◆ Problem details
Restate word for word the lines between the start of the material and the line with "position:absolute; right:12px; bottom:12px;", keeping both of those ends and none of the pictures.

◆ Dataset records
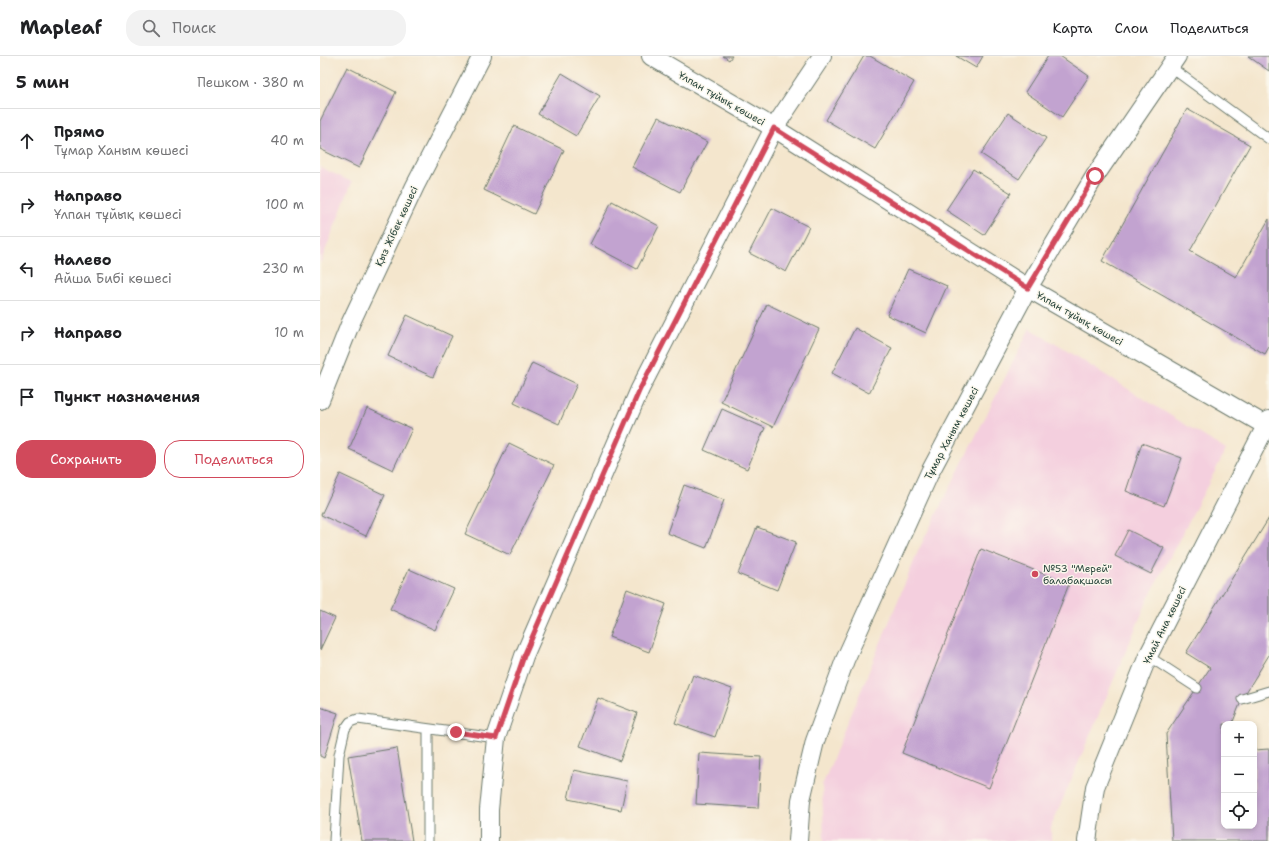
<!DOCTYPE html>
<html lang="ru">
<head>
<meta charset="utf-8">
<style>
  body { margin:0; font-family:"Shantell Sans",sans-serif; background:#f2f2f2; color:#202124 }
  .controls { position:absolute; right:12px; bottom:12px; display:grid; overflow:hidden; border-radius:8px; box-shadow:0 2px 6px #0003 }
  .controls button { width:36px; height:36px; display:grid; place-items:center; padding:0; border:0; border-bottom:1px solid #e0e0e0; background:#fff; color:#202124; font:20px sans-serif }
  .stop { position:absolute; width:12px; height:12px; margin:-9px; border:3px solid #d1495b; border-radius:50%; background:#fff }
  .stop.end { background:#d1495b; border-color:#fff; box-shadow:0 1px 4px #0008 }
  .list { margin:0; padding:0; list-style:none }
  h2 { display:flex; justify-content:space-between; align-items:center; height:52px; margin:0; padding:0 16px; font-size:17px }
  h2 small { font-size:13px; font-weight:400; color:#757577 }
  .list li { display:grid; grid-template-columns:26px 1fr auto; gap:12px; align-items:center; box-sizing:border-box; height:64px; padding:0 16px; border-top:1px solid #e0e0e0 }
  .list b { display:block; font-size:15px; white-space:nowrap }
  .list p { margin:0; font-size:13px; white-space:nowrap; color:#757577 }
  .list em { font-size:13px; font-style:normal; color:#757577 }
  .actions { display:flex; gap:8px; padding:12px 16px }
  .actions a { flex:1; padding:9px 0; border:1px solid #d1495b; border-radius:16px; text-align:center; font-size:14px; color:#d1495b }
  .actions .main { background:#d1495b; color:#fff }
  .icon { flex:none; width:22px; height:22px; fill:none; stroke:currentColor; stroke-width:2; stroke-linecap:round; stroke-linejoin:round }
  .map { position:relative; flex:none; width:949px; height:785px; overflow:hidden }
  header { display:flex; align-items:center; gap:24px; box-sizing:border-box; height:56px; padding:0 20px; background:#fff; border-bottom:1px solid #e0e0e0 }
  header strong { font-size:19px }
  nav { display:flex; gap:22px; margin-inline-start:auto; font-size:14px }
  .search { width:280px; height:36px; background:#f2f2f2; display:flex; align-items:center; gap:10px; box-sizing:border-box; padding:0 14px; border-radius:16px; color:#757577; font-size:15px }
  main { display:flex }
  aside { flex:1; background:#fff }
  .map>svg:first-child { display:block }
  .built { fill:#f4cfde }
  .building { fill:#c2a3d0 }
  .lines { fill:none; stroke-linecap:round; stroke-linejoin:round }
  .lane-casing { stroke:#6a786a; stroke-width:11 }
  .street-casing { stroke:#6a786a; stroke-width:20 }
  .lane { stroke:#fff; stroke-width:9 }
  .street { stroke:#fff; stroke-width:18 }
  .route { stroke:#d1495b; stroke-width:5 }
  .poi-dot { fill:#d1495b; stroke:#fbf7ec; stroke-width:1.5 }
  .labels { text-anchor:middle; stroke-width:3; stroke-linejoin:round; paint-order:stroke }
  .street-label { font-size:10px; fill:#1f3d34; stroke:#fbf7ec }
  .poi-label { font-size:10px; fill:#1f3d34; stroke:#fbf7ec; text-anchor:start }
</style>
</head>
<body>
<header>
<strong>Mapleaf</strong>
<div class="search"><svg class="icon" aria-label="search" viewBox="0 0 24 24"><circle cx="10" cy="10" r="6"/><path d="M15 15l6 6"/></svg>Поиск</div>
<nav><a>Карта</a><a>Слои</a><a>Поделиться</a></nav>
</header>
<main>
<aside>
<h2>5 мин<small>Пешком · 380 m</small></h2>
<ul class="list">
<li><svg class="icon" aria-label="ahead" viewBox="0 0 24 24"><path d="M12 20V5M6 11l6-6 6 6"/></svg><div><b>Прямо</b><p>Тұмар Ханым көшесі</p></div><em>40 m</em></li>
<li><svg class="icon" aria-label="right" viewBox="0 0 24 24"><path d="M7 20v-9h11M14 6l5 5-5 5"/></svg><div><b>Направо</b><p>Ұлпан тұйық көшесі</p></div><em>100 m</em></li>
<li><svg class="icon" aria-label="left" viewBox="0 0 24 24"><path d="M17 20v-9H6M10 6l-5 5 5 5"/></svg><div><b>Налево</b><p>Айша Бибі көшесі</p></div><em>230 m</em></li>
<li><svg class="icon" aria-label="right" viewBox="0 0 24 24"><path d="M7 20v-9h11M14 6l5 5-5 5"/></svg><div><b>Направо</b></div><em>10 m</em></li>
<li><svg class="icon" aria-label="arrive" viewBox="0 0 24 24"><path d="M6 21V4h12l-3 4 3 4H6"/></svg><div><b>Пункт назначения</b></div></li>
</ul>
<div class="actions"><a class="main">Сохранить</a><a>Поделиться</a></div>
</aside>
<div class="map">
<svg width="949" height="785" viewBox="0 0 949 785">
  <rect width="100%" height="100%" fill="#fbf7ec"/>
  <filter id="ink" filterUnits="userSpaceOnUse"><feTurbulence type="fractalNoise" baseFrequency=".025" numOctaves="2"/><feDisplacementMap in="SourceGraphic" scale="8" xChannelSelector="R" yChannelSelector="G"/><feConvolveMatrix kernelMatrix="1 2 1 2 8 2 1 2 1" color-interpolation-filters="sRGB"/></filter>
  <filter id="wash" filterUnits="userSpaceOnUse"><feTurbulence type="fractalNoise" baseFrequency=".012" numOctaves="4" result="noise"/><feDisplacementMap in="SourceGraphic" scale="16" xChannelSelector="R" yChannelSelector="G"/><feGaussianBlur stdDeviation="0.9" result="paint"/><feColorMatrix in="noise" values="0 0 0 0 0 0 0 0 0 0 0 0 0 0 0 0 0 1.4 0 .05"/><feComposite in="paint" operator="in"/></filter>
  <g filter="url(#wash)">
    <rect width="100%" height="100%" fill="#f4e6cd"/>
    <path class="built" d="M0,111L32,126L0,208Z
      M710,272L906,394L828,543L731,771V785H504L502,730L599,493Z"/>
    <g id="blocks">
      <path class="building" d="M403,0H412L409,4Z
        M544,0H550L594,26L555,93L506,64Z
        M636,0H663L656,12Z
        M728,0H740L769,20L742,61L705,36Z
        M928,0H949V15Z
        M27,11L76,36L39,112L0,93V65Z
        M242,17L280,40L256,80L218,58Z
        M867,53L930,89L870,195L916,221L949,163V291L945,298L782,205Z
        M688,57L726,82L699,123L661,98Z
        M338,61L387,86L360,136L312,111Z
        M194,70L244,94L214,158L164,134Z
        M653,113L691,137L664,179L626,154Z
        M292,145L339,170L317,213L270,188Z
        M452,152L489,171L466,216L429,197Z
        M588,213L627,230L606,277L567,259Z
        M447,248L499,273L453,371L401,346Z
        M87,259L132,280L113,321L68,300Z
        M535,272L572,292L549,337L512,317Z
        M212,307L257,328L239,368L194,347Z
        M47,352L92,373L73,414L29,393Z
        M402,353L445,372L427,413L384,394Z
        M189,387L234,409L190,499L145,478Z
        M822,387L862,402L844,450L806,435Z
        M20,418L65,439L46,480L1,459Z
        M364,429L404,444L386,492L347,477Z
        M949,462V599L922,643L912,668H904V688L902,695H904V770H934V694L949,693V785H852L846,678L890,612L866,597Z
        M437,471L476,486L457,534L418,518Z
        M808,474L844,492L831,518L795,500Z
        M661,493L749,528L669,732L582,697Z
        M89,513L134,533L115,574L70,553Z
        M307,533L346,548L329,596L289,581Z
        M0,555L15,562L0,594Z
        M373,619L412,633L395,681L355,667Z
        M278,642L317,657L300,705L260,690Z
        M0,651L18,657L4,702L0,700Z
        M77,692L92,785H42L28,700Z
        M379,697L441,701L438,752L376,748Z
        M254,714L307,725L301,754L248,743Z"/>
    </g>
  </g>
  <g filter="url(#ink)">
    <use href="#blocks" fill-opacity="0" stroke="#6a786a" stroke-width="1"/>
    <g class="lines">
      <defs>
        <path id="lane" d="M849,10L949,83
          M828,600L877,632
          M922,643L949,635
          M14,785L19,699L25,673L30,666L38,663L176,682
          M108,785V673"/>
        <path id="street" d="M331,0L454,72L708,232L945,369
          M0,344L31,266L95,130L162,0
          M169,785V754L176,682L204,600L320,333L454,72L502,0
          M478,785L481,744L495,685L525,604L610,416L708,232L775,120L857,0
          M767,785L775,731L828,600L949,364"/>
      </defs>
      <use href="#lane" class="lane-casing"/>
      <use href="#street" class="street-casing"/>
      <use href="#lane" class="lane"/>
      <use href="#street" class="street"/>
    </g>
  </g>
  <g class="lines" filter="url(#ink)">
    <path class="route" d="M136,676L176,682L204,600L320,333L454,72L708,232L775,120"/>
  </g>
  <circle class="poi-dot" cx="715" cy="518" r="4"/>
  <g class="labels">
    <g class="street-label">
      <text transform="translate(402 42) rotate(30)" y="4">Ұлпан тұйық көшесі</text>
      <text transform="translate(76 170) rotate(-65)" y="4">Қыз Жібек көшесі</text>
      <text transform="translate(760 262) rotate(30)" y="4">Ұлпан тұйық көшесі</text>
      <text transform="translate(631 377) rotate(-62)" y="4">Тұмар Ханым көшесі</text>
      <text transform="translate(844 569) rotate(-64)" y="4">Ұмай Ана көшесі</text>
    </g>
    <g class="poi-label">
      <text x="723" y="516">№53 "Мерей"<tspan x="723" dy="12">балабақшасы</tspan></text>
    </g>
  </g>
</svg>
<div class="controls">
<button>+</button>
<button>−</button>
<button><svg class="icon" aria-label="locate" viewBox="0 0 24 24"><circle cx="12" cy="12" r="6"/><path d="M12 2v4M12 18v4M2 12h4M18 12h4"/></svg></button>
</div>
<div class="stop" style="left:775px;top:120px"></div>
<div class="stop end" style="left:136px;top:676px"></div>
</div>
</main>
</body>
</html>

◆ Solution to this exercise
<!DOCTYPE html>
<html lang="ru">
<head>
<meta charset="utf-8">
<style>
  body { margin:0; font-family:"Shantell Sans",sans-serif; background:#f2f2f2; color:#202124 }
  .controls { position:absolute; right:12px; bottom:12px; display:grid; overflow:hidden; border-radius:8px; box-shadow:0 2px 6px #0003 }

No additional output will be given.